A family of four, with two young children, wanted to turn their dark and gloomy basement into a multifunctional space with defined areas for play, TV, and work. The homeowners specifically desired an office space with a built-in desk, a laundry closest for their stack washer/dryer, ample storage units, and an enclosure to conceal the mechanical equipment.
In order to meet the client requirements, a three-space zone concept was incorporated into the design. Zone 1 became a designated TV area, made possible by covering an impractical and unused fireplace. Zone 2, between existing columns, was left open for the children to play, with toy storage available in nearby closets and storage units. Zone 3, at the rear of the basement, became a cozy home office with a custom built-in desk, bookcases, and a secluded and comfortable space for work.
Despite its location below ground, the new basement feels like a modern loft space that maintains the charm from the historic townhouse above. The chic design was made possible in large part because of a clever solution for the typically low ceiling.
The removal of the old ceiling allowed for the exposure of the floor joists, cross bracing, and diagonal subfloor above. What some may see as the innards of a home became the basement’s most exciting design feature: the exposed ceiling was painted white, thus enhancing the sense of space and creating a seamless integration from the walls to the ceilings.
Redundant wiring and piping were removed or relocated to minimize the visual congestion. A new bulkhead, running from the front of the basement to the back, now holds a majority of the ductwork and piping. Even the basement’s existing columns were transformed into functional design features.

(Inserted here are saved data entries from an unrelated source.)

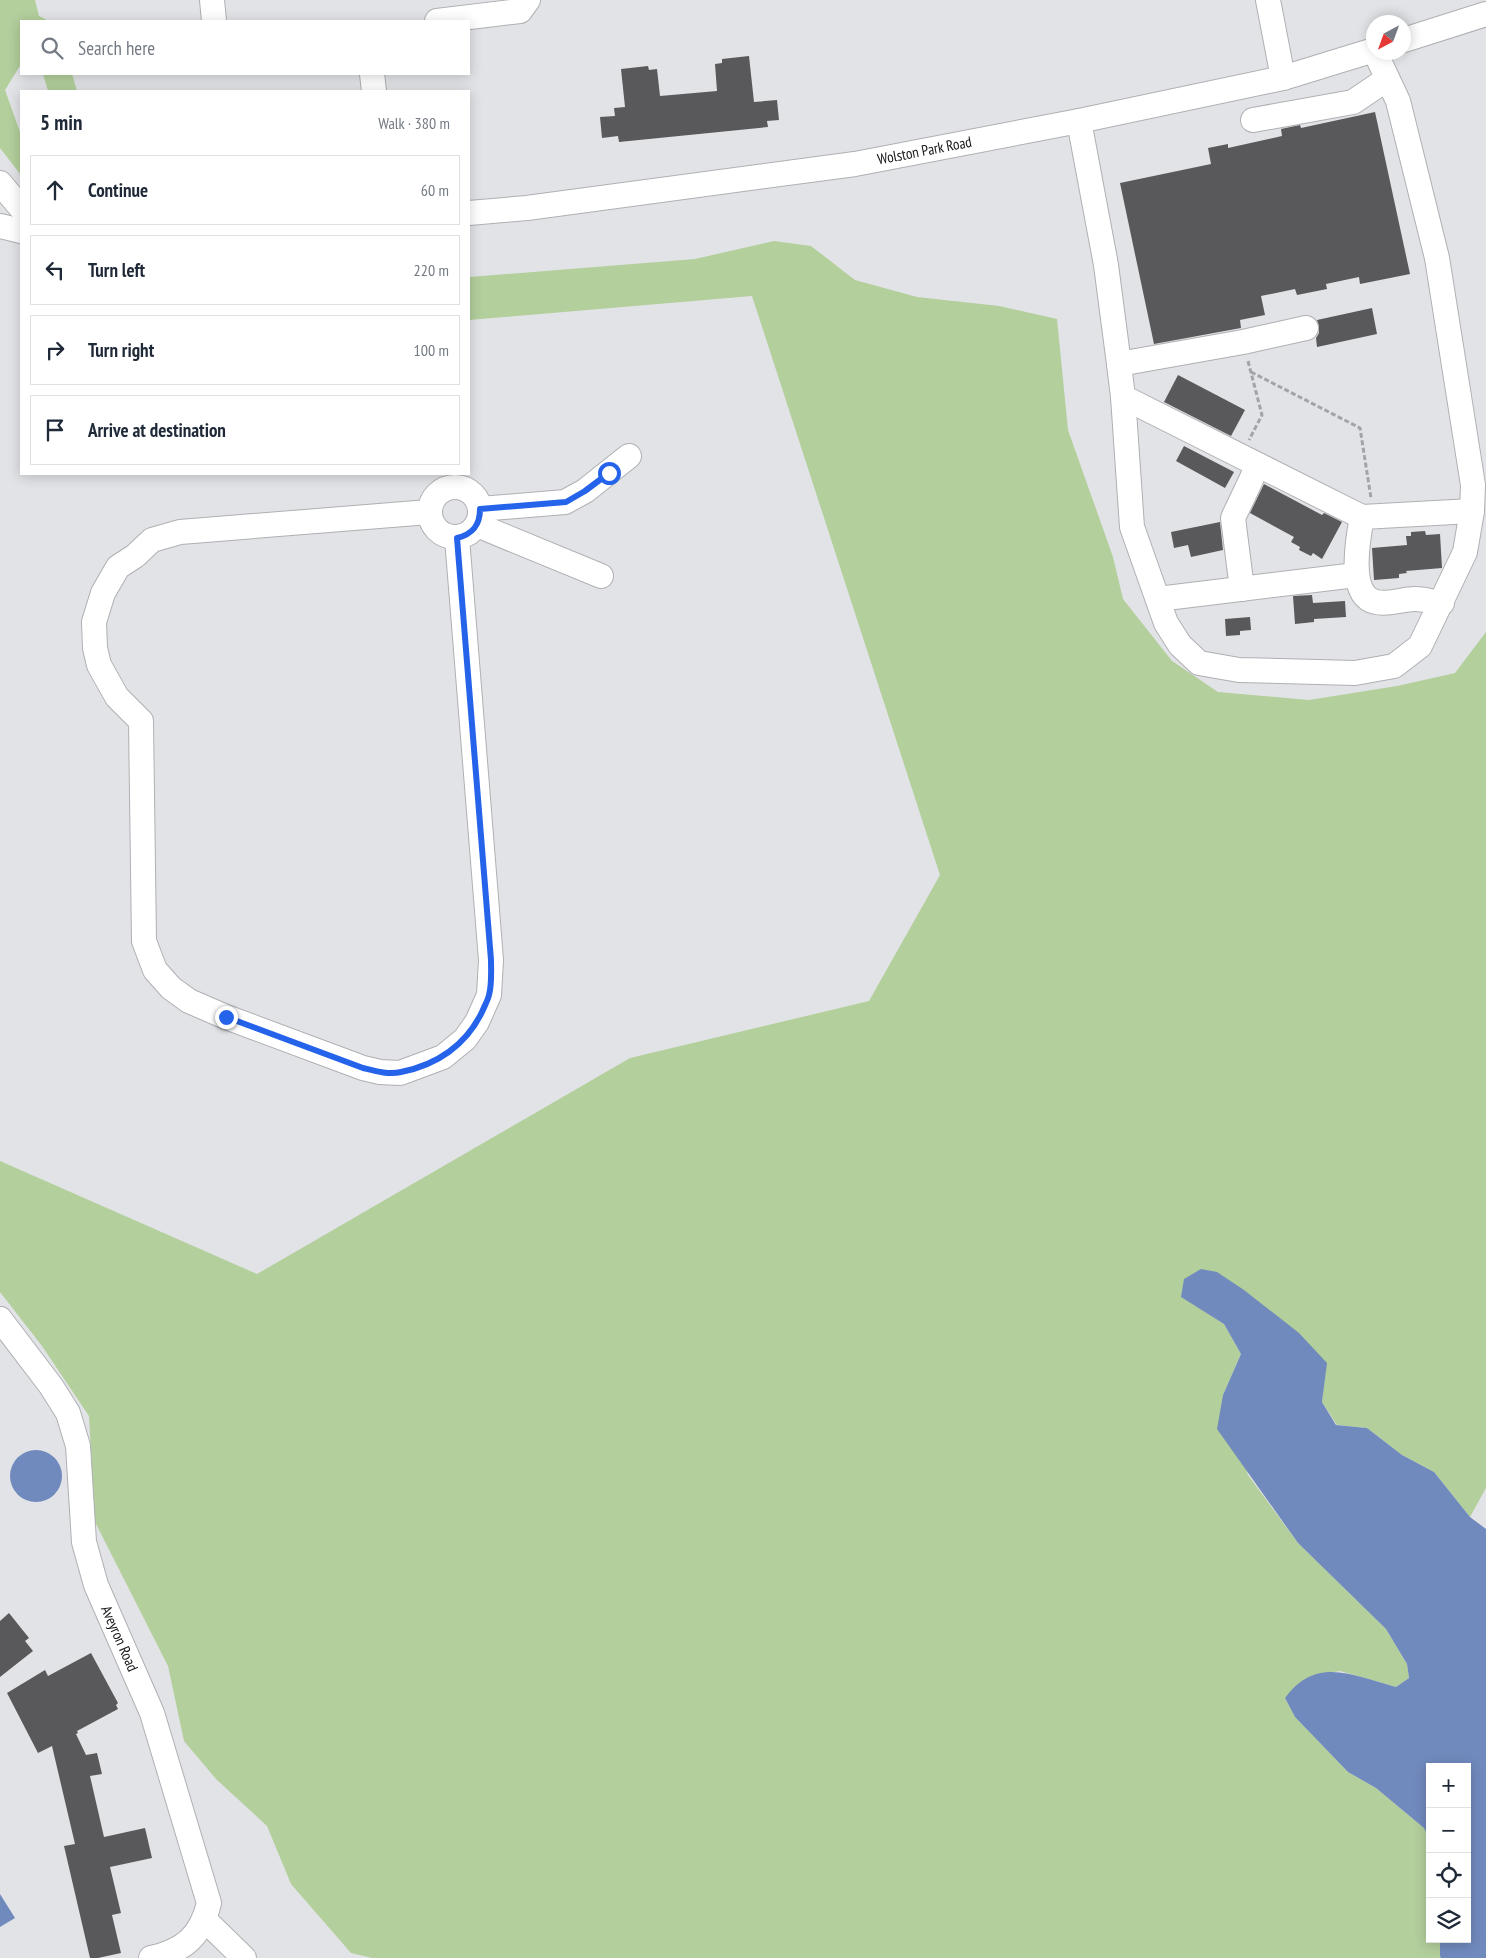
<!DOCTYPE html>
<meta charset="utf-8">
<style>
body{margin:0;font-family:"PT Sans Narrow",sans-serif;background:#f6f6f7;color:#1f2937}
.controls{position:absolute;right:15px;bottom:15px;display:grid;overflow:hidden;border-radius:0px;box-shadow:0 2px 12px #0003}
.controls button{width:45px;height:45px;display:grid;place-items:center;padding:0;border:0;border-bottom:1px solid #e0e1e3;background:#fff;color:#1f2937;font:25px sans-serif}
.compass{position:absolute;left:1366px;top:15px;width:45px;height:45px;border-radius:50%;background:#fff;box-shadow:0 2px 12px #0003;rotate:221deg}
.stop{position:absolute;width:15px;height:15px;margin:-11px;border:4px solid #2563eb;border-radius:50%;background:#fff}
.stop.end{background:#2563eb;border-color:#fff;box-shadow:0 1px 5px #0008}
.list{margin:0;padding:0;list-style:none}
h2{display:flex;justify-content:space-between;align-items:center;height:65px;margin:0;padding:0 20px;font-size:21px}
h2 small{font-size:16px;font-weight:400;color:#747a83}
.list li{display:grid;grid-template-columns:32px 1fr auto;gap:15px;align-items:center;box-sizing:border-box;height:70px;margin:0 10px 10px;padding:0 10px;border:1px solid #e0e1e3;border-radius:0px}
.list b{display:block;font-size:19px;white-space:nowrap}
.list em{font-size:16px;font-style:normal;color:#747a83}
.icon{flex:none;width:28px;height:28px;fill:none;stroke:currentColor;stroke-width:2;stroke-linecap:round;stroke-linejoin:round}
.map{position:relative;flex:none;width:1486px;height:1958px;overflow:hidden}
.search{position:absolute;background:#fff;box-shadow:0 2px 12px #0003;left:20px;top:20px;width:450px;height:55px;display:flex;align-items:center;gap:12px;box-sizing:border-box;padding:0 18px;border-radius:0px;color:#747a83;font-size:19px}
.panel{position:absolute;background:#fff;box-shadow:0 2px 12px #0003;left:20px;top:90px;width:450px;height:385px;border-radius:0px}
.map>svg:first-child{display:block}
.green{fill:#b3cf9c}
.water{fill:#718abe}
.building{fill:#59585a}
.lines{fill:none;stroke-linecap:round;stroke-linejoin:round}
.minor-casing{stroke:#afb0b3;stroke-width:26}
.path{stroke:#a3a4a7;stroke-width:3;stroke-dasharray:5 2.5;stroke-linecap:butt}
.minor{stroke:#fff;stroke-width:24}
.route{stroke:#2563eb;stroke-width:6}
.labels{text-anchor:middle;stroke-width:5;stroke-linejoin:round;paint-order:stroke}
.street-label{font-size:15px;fill:#151617;stroke:#fff}
</style>
<div class="map">
<svg width="1486" height="1958" viewBox="0 0 1486 1958">
<rect width="100%" height="100%" fill="#e2e3e6"/>
<!-- green -->
<g class="green">
<polygon points="0,0 35,0 39,16 49,21 21,21 21,64 5,90 21,135 21,175 0,148"/>
<polygon points="43,74 72,74 77,91 48,91"/>
<polygon points="774,241 811,246 855,280 917,297 999,306 1057,319 1068,430 1113,557 1123,599 1172,661 1218,692 1309,700 1397,686 1455,673 1486,632 1486,1488 1470,1517 1434,1472 1402,1455 1367,1428 1337,1425 1322,1402 1326,1363 1181,1296 1224,1324 1241,1354 1223,1395 1248,1475 1298,1543 1386,1629 1407,1664 1409,1678 1396,1687 1340,1671 1313,1675 1285,1698 1295,1717 1348,1772 1376,1788 1424,1828 1430,1840 1430,1939 1440,1939 1441,1958 372,1958 351,1953 291,1884 267,1826 216,1779 184,1741 168,1666 95,1522 89,1416 42,1346 0,1292 0,1161 257,1274 630,1058 869,1001 940,875 752,296 469,320 469,277 695,259"/>
</g>
<!-- water -->
<g class="water">
<path d="M1201 1269 1217 1272 1244 1290 1299 1333 1327 1363 1322 1402 1336 1425 1367 1428 1402 1455 1434 1472 1470 1517 1486 1529V1958H1441L1440 1956V1939H1467V1767H1430V1840L1424 1828 1376 1788 1348 1772 1295 1717 1285 1698C1317 1655 1353 1676 1396 1687L1409 1678 1407 1664 1386 1629 1298 1543 1217 1429 1223 1395 1241 1354 1224 1324 1181 1297 1184 1279Z"/>
<circle cx="36" cy="1476" r="26"/>
<polygon points="0,1894 15,1918 0,1927"/>
</g>
<!-- building -->
<g class="building">
<polygon points="749,56 754,102 777,100 779,120 767,121 768,127 619,142 618,136 602,138 600,117 615,116 614,108 625,107 621,69 648,66 649,70 657,69 660,96 717,91 715,64 722,63 722,59"/>
<polygon points="1375,112 1410,274 1360,284 1359,277 1326,284 1327,289 1297,295 1295,289 1261,296 1265,315 1240,320 1241,328 1154,344 1120,183 1211,164 1208,148 1228,144 1228,148 1282,136 1281,129 1300,125 1301,128"/>
<polygon points="1372,308 1377,334 1317,347 1316,338 1319,333 1319,326 1317,320"/>
<polygon points="1178,375 1245,410 1231,436 1164,402"/>
<polygon points="1184,446 1234,472 1225,488 1176,461"/>
<polygon points="1264,484 1322,515 1324,513 1342,522 1322,559 1313,553 1311,556 1299,550 1300,547 1291,542 1294,537 1250,513"/>
<polygon points="1220,522 1223,550 1191,557 1188,545 1174,548 1171,532"/>
<polygon points="1425,531 1426,535 1440,534 1442,568 1406,571 1407,573 1399,574 1399,578 1374,580 1372,548 1407,545 1406,536 1411,536 1411,532"/>
<polygon points="1312,595 1313,603 1345,601 1346,617 1314,619 1314,622 1295,624 1293,596"/>
<polygon points="1250,617 1251,630 1240,631 1240,635 1226,636 1225,619"/>
<polygon points="9,1613 29,1638 25,1641 33,1651 0,1677 0,1621"/>
<polygon points="91,1653 118,1703 116,1705 118,1709 77,1731 78,1733 76,1734 86,1755 97,1753 102,1774 90,1776 104,1837 145,1828 152,1858 110,1867 121,1913 112,1915 121,1953 98,1958 90,1958 64,1846 75,1844 52,1746 38,1753 7,1693 45,1670 48,1676"/>
</g>
<g class="lines">
<!-- minor casing -->
<g class="minor-casing">
<g id="minor">
<polyline points="212,0 214,21"/>
<polyline points="1268,0 1283,78"/>
<polyline points="437,21 520,11 528,0"/>
<polyline points="1404,40 1486,14"/>
<polyline points="372,74 374,91"/>
<polyline points="1253,120 1353,102 1387,79"/>
<polyline points="1079,121 1106,265 1119,364 1123,397 1132,527 1166,623 1180,645 1199,663 1239,670 1355,673 1394,666 1420,646 1465,552 1472,511 1473,485 1437,258 1398,101 1375,52"/>
<polyline points="0,183 21,208"/>
<path id="s1" d="M469 213 527 208 855 164 1079 121 1283 78 1374 50"/>
<polyline points="0,226 21,231"/>
<polyline points="1119,364 1243,342 1306,328"/>
<polyline points="1123,397 1362,517 1472,511"/>
<circle cx="455" cy="512" r="25"/>
<polyline points="480,509 565,502 585,491 629,456"/>
<polyline points="429,512 180,532 152,540 135,556 118,567 103,593 94,622 95,648 99,665 117,697 141,721 144,941 155,970 171,988 189,1001 226,1017 363,1068 380,1072 400,1073 443,1057 465,1039 477,1022 489,995 491,960 457,538"/>
<path d="M1362 517C1358 538 1347 596 1376 602 1388 605 1402 599 1415 599 1424 599 1433 602 1442 603"/>
<polyline points="477,525 601,576"/>
<polyline points="1242,589 1233,518 1258,465"/>
<polyline points="1158,599 1356,575"/>
<path id="s2" d="M0 1319 51 1386 68 1413 78 1446 84 1542 96 1585 152 1713 209 1903C201 1936 184 1951 151 1958"/>
<polyline points="205,1920 244,1958"/>
</g>
</g>
<!-- path -->
<g class="path">
<polyline points="1248,361 1262,415 1249,440"/>
<polyline points="1251,372 1360,428 1371,498"/>
</g>
<!-- minor -->
<use href="#minor" class="minor"/>
</g>
<g class="lines">
<!-- route -->
<path class="route" d="M226 1017 363 1068C375 1071 389 1075 401 1072 437 1065 466 1045 482 1012 484 1007 488 1000 489 995 492 984 491 971 491 960L457 538C473 534 480 525 480 509L566 502 585 491 609 473"/>
</g>
<g class="labels">
<!-- street labels -->
<g class="street-label">
<text dy="5" stroke="none"><textPath href="#s1" startOffset="460">Wolston Park Road</textPath></text>
<text dy="5" stroke="none"><textPath href="#s2" startOffset="350">Aveyron Road</textPath></text>
</g>
</g>
</svg>
<div class="controls">
<button>+</button>
<button>−</button>
<button><svg class="icon" aria-label="locate" viewBox="0 0 24 24"><circle cx="12" cy="12" r="6"/><path d="M12 2v4M12 18v4M2 12h4M18 12h4"/></svg></button>
<button><svg class="icon" aria-label="layers" viewBox="0 0 24 24"><path d="M12 4l9 5-9 5-9-5zM3 14l9 5 9-5"/></svg></button>
</div>
<svg class="compass" viewBox="-18 -18 36 36"><path d="M0-13l5 13h-10z" fill="#e53935"/><path d="M0 13l5-13h-10z" fill="#747a83"/></svg>
<div class="stop" style="left:609px;top:473px"></div>
<div class="stop end" style="left:226px;top:1017px"></div>
<div class="search"><svg class="icon" aria-label="search" viewBox="0 0 24 24"><circle cx="10" cy="10" r="6"/><path d="M15 15l6 6"/></svg>Search here</div>
<section class="panel">
<h2>5 min<small>Walk · 380 m</small></h2>
<ul class="list">
<li><svg class="icon" aria-label="ahead" viewBox="0 0 24 24"><path d="M12 20V5M6 11l6-6 6 6"/></svg><div><b>Continue</b></div><em>60 m</em></li>
<li><svg class="icon" aria-label="left" viewBox="0 0 24 24"><path d="M17 20v-9H6M10 6l-5 5 5 5"/></svg><div><b>Turn left</b></div><em>220 m</em></li>
<li><svg class="icon" aria-label="right" viewBox="0 0 24 24"><path d="M7 20v-9h11M14 6l5 5-5 5"/></svg><div><b>Turn right</b></div><em>100 m</em></li>
<li><svg class="icon" aria-label="arrive" viewBox="0 0 24 24"><path d="M6 21V4h12l-3 4 3 4H6"/></svg><div><b>Arrive at destination</b></div></li>
</ul>
</section>
</div>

Columns were clad in drywall and fitted with horizontal beech wood, fabricated in aesthetically pleasing pattern with narrow gaps to reveal color. A series of three columns follows the bulkhead from front to back and helps to unify the space. Repetition and pattern are supremely important to the new design: from large-scale floor tile (12’’ X 24’’) in a neutral gray to the exposed floor joists to the column woodwork.
In addition to uniquely maximizing space literally and visually, lighting proved critical to creating a space that felt like a home’s above ground family room. A large street-facing window captures plenty of afternoon sunlight, but the placement of stock light bulb sockets across the vertical sides of the front-to-back bulkhead allows for interchangeable lighting depending on need and mood: silver-tipped bulbs give an air of sophistication while warm bulbs with a sepia tint warm up the space for a movie night.
What was once a dark and even scary basement with a sloping floor is now a modern, functional, and charming space with a leveled floor (thanks to a liquid floor leveler poured other top of the uneven 1920s floor slab). The basement is perfect for a busy family on-the-go, a family who now doesn’t mind spending much of their time in the basement.